Work instruction: The expected answer is every line of the material, reproduced exactly.

---

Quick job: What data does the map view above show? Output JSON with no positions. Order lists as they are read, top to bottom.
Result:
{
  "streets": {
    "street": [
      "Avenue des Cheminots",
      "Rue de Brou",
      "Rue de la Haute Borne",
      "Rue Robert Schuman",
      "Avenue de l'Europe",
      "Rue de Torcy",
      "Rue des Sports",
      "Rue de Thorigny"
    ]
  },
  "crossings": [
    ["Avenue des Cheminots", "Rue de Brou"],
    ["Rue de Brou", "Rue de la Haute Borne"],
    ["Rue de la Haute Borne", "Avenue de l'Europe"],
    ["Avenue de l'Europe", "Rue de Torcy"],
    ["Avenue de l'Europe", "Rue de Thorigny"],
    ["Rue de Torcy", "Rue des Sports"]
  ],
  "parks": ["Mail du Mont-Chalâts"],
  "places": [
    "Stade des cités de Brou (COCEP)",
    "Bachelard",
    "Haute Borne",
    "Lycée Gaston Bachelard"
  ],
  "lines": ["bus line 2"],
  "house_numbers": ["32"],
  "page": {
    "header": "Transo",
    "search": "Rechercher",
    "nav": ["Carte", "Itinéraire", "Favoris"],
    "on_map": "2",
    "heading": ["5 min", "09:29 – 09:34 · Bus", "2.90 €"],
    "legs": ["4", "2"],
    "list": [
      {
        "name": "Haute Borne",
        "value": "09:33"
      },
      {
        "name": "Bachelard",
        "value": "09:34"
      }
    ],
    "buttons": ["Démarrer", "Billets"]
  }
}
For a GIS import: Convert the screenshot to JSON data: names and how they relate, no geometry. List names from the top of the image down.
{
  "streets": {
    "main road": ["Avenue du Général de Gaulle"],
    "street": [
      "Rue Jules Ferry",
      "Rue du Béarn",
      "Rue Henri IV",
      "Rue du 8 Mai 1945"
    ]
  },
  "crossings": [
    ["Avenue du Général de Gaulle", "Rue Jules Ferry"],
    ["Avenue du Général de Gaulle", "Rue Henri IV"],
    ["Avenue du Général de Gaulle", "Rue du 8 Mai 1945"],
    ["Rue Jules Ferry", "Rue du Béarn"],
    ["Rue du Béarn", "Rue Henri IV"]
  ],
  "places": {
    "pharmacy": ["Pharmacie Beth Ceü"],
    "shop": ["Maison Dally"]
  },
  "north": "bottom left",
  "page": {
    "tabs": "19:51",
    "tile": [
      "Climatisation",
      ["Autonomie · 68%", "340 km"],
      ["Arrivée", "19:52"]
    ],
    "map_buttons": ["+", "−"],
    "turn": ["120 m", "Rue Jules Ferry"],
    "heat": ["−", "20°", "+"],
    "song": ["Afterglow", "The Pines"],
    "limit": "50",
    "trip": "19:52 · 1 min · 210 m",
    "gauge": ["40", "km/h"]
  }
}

---

Written response:
Quick job: What data does the map view above show? Output JSON with no positions. Order lists as they are read, top to bottom.
Result:
{
  "streets": {
    "street": [
      "Avenue des Cheminots",
      "Rue de Brou",
      "Rue de la Haute Borne",
      "Rue Robert Schuman",
      "Avenue de l'Europe",
      "Rue de Torcy",
      "Rue des Sports",
      "Rue de Thorigny"
    ]
  },
  "crossings": [
    ["Avenue des Cheminots", "Rue de Brou"],
    ["Rue de Brou", "Rue de la Haute Borne"],
    ["Rue de la Haute Borne", "Avenue de l'Europe"],
    ["Avenue de l'Europe", "Rue de Torcy"],
    ["Avenue de l'Europe", "Rue de Thorigny"],
    ["Rue de Torcy", "Rue des Sports"]
  ],
  "parks": ["Mail du Mont-Chalâts"],
  "places": [
    "Stade des cités de Brou (COCEP)",
    "Bachelard",
    "Haute Borne",
    "Lycée Gaston Bachelard"
  ],
  "lines": ["bus line 2"],
  "house_numbers": ["32"],
  "page": {
    "header": "Transo",
    "search": "Rechercher",
    "nav": ["Carte", "Itinéraire", "Favoris"],
    "on_map": "2",
    "heading": ["5 min", "09:29 – 09:34 · Bus", "2.90 €"],
    "legs": ["4", "2"],
    "list": [
      {
        "name": "Haute Borne",
        "value": "09:33"
      },
      {
        "name": "Bachelard",
        "value": "09:34"
      }
    ],
    "buttons": ["Démarrer", "Billets"]
  }
}
For a GIS import: Convert the screenshot to JSON data: names and how they relate, no geometry. List names from the top of the image down.
{
  "streets": {
    "main road": ["Avenue du Général de Gaulle"],
    "street": [
      "Rue Jules Ferry",
      "Rue du Béarn",
      "Rue Henri IV",
      "Rue du 8 Mai 1945"
    ]
  },
  "crossings": [
    ["Avenue du Général de Gaulle", "Rue Jules Ferry"],
    ["Avenue du Général de Gaulle", "Rue Henri IV"],
    ["Avenue du Général de Gaulle", "Rue du 8 Mai 1945"],
    ["Rue Jules Ferry", "Rue du Béarn"],
    ["Rue du Béarn", "Rue Henri IV"]
  ],
  "places": {
    "pharmacy": ["Pharmacie Beth Ceü"],
    "shop": ["Maison Dally"]
  },
  "north": "bottom left",
  "page": {
    "tabs": "19:51",
    "tile": [
      "Climatisation",
      ["Autonomie · 68%", "340 km"],
      ["Arrivée", "19:52"]
    ],
    "map_buttons": ["+", "−"],
    "turn": ["120 m", "Rue Jules Ferry"],
    "heat": ["−", "20°", "+"],
    "song": ["Afterglow", "The Pines"],
    "limit": "50",
    "trip": "19:52 · 1 min · 210 m",
    "gauge": ["40", "km/h"]
  }
}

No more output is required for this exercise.